Vipassana has made me very sensitive to vibrations: situations and the cues of my body; and to examine them rather than engage with them.

I have also learned a great deal on how to accept reality as it is and to let things flow.

I would highly recommend trying one. It is not something to take lightly. It is deep, deep work with lasting benefits.

Claudia Davila (Fran) said...

Wow, thank you Nancy. :-)

Jeni said...

I actually just went to my first Vipassana Meditation course this summer. It won't be my last!

I believe the two movies you refer to use the meditation teachings of a teacher by the name of Goenka. There are retreat centers all around the world to learn this technique that work solely on dana- donation- so anyone can attend. The website is dhamma.org. This technique is nothing new- it is Vipassana as taught by the Buddha.

I plan to go back for sure. It was not the 'vacation' I was hoping for since it was definitely hard work, but I came home feeling lighter and more free than I ever have after a week at the beach! Expect some discomfort if you go, but feel free to talk to the assistant teacher or the course manager about it. There are people there to help and if you can get through the tough parts it is so very rewarding.

By the way, I love your site! I made your brown rice crispy bars for a potluck last night and they went fast! Thanks!

tenzin jangchup said...

I had my first Vipassana sitting a few weeks ago. And all i can say is that it has to be the most wonderful experience of my life.

To put it simply the technique taught me how to see things clearly and to take responsibility for my own state of being.

I have never been so calm and at- peace with myself like I am now.

Here's a short poem I found in one of the books at the Center. It goes:

Being still
you both stop your worries
and start your peace.

with meta

Claudia Davila (Fran) said...

jeni, thanks for letting us know what it was like for you -- and I'm glad you liked the brown rice crispy bars!

tenzin, thanks so much for sharing your experience, I hope it inspires others!

williams said...

Everyday people are reporting their wonderful experiences on health benefits of Yoga, the transformation of being, taking you beyond the here and now. In one wonderful session of Yoga, people get to practice a number of things, some Yoga poses (asanas) breathing exercises (pranayama), meditation and chanting. In Yoga you get to learn basic terms like Mudras, Bandhas and Chakras. Best of all, Yoga is fun and relaxing while, at the same time, being delectably challenging to beginners.Derived from the Sanskrit root “Yujir Yogey” meaning to unite, to yoke, to join, to put together, Yoga is not about mind over body. On the other hand, Yoga is about developing harmony between them. In Yoga, you use your mind to perceive (diagnose) and guide (heal) your body. Never control, let alone force it!
www.coomararunodaya.com

Thomas Fincher said...

Fran, it's really touching to see individuals undergoing a spiritual change. The ability to shed away all the pent up negativity in themselves, is in itself a very brave act.

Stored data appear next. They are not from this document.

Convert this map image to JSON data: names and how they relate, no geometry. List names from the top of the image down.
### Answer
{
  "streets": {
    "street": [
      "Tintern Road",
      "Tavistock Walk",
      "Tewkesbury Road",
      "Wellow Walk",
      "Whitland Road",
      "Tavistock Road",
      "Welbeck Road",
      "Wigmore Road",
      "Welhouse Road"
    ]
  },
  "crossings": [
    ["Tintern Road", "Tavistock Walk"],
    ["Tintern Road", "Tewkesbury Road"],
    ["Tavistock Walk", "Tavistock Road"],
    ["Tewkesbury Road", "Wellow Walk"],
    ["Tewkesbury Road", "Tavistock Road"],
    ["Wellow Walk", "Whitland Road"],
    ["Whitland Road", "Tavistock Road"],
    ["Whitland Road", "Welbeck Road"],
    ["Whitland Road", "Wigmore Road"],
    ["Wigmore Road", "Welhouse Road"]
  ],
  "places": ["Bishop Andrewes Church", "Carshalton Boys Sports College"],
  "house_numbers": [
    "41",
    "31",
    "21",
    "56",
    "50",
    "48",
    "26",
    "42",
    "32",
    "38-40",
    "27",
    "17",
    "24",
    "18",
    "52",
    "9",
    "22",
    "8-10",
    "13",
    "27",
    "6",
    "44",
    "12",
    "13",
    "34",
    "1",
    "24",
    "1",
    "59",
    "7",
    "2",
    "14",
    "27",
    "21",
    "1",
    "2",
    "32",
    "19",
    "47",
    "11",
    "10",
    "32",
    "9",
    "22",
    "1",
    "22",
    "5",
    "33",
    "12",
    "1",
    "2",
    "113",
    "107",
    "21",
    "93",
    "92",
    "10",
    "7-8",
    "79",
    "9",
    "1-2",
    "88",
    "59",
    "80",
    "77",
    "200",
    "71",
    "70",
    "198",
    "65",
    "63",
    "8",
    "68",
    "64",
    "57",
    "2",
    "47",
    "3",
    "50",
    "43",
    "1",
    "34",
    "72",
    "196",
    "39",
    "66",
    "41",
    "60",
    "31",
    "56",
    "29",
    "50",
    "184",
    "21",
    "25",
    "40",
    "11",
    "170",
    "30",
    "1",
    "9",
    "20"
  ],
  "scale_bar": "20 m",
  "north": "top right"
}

Similar to Vapissana, Theta healing helps the individual to release the negative energy in his body. Theta healing believes that illnesses are bodily manifestations of the negative energy inside our bodies. Releasing such, can help us achieve total wellness- in mind and spirit.

Looking forward to your post about your own Vapissana experience. Thanks!

Vidya Gopal said...

I am a Vipassana Meditator. I learnt it from Shri S N Goenka. at the Igatpuri International Center in India. I have been practicing it since 2005 and its been very beneficial. Its a pure science of mind and matter. Its non sectarian. I ran away from home to attend for my first course and its been a new birth for me. It changed my life and the way I viewed things. My parents took their first course after seeing a lot of changes in me. I have also taken advanced courses and served at some other centres. I would definitely recommend trying it out. The course is free of cost and is for ten days. You will have to observe noble silence for nine days.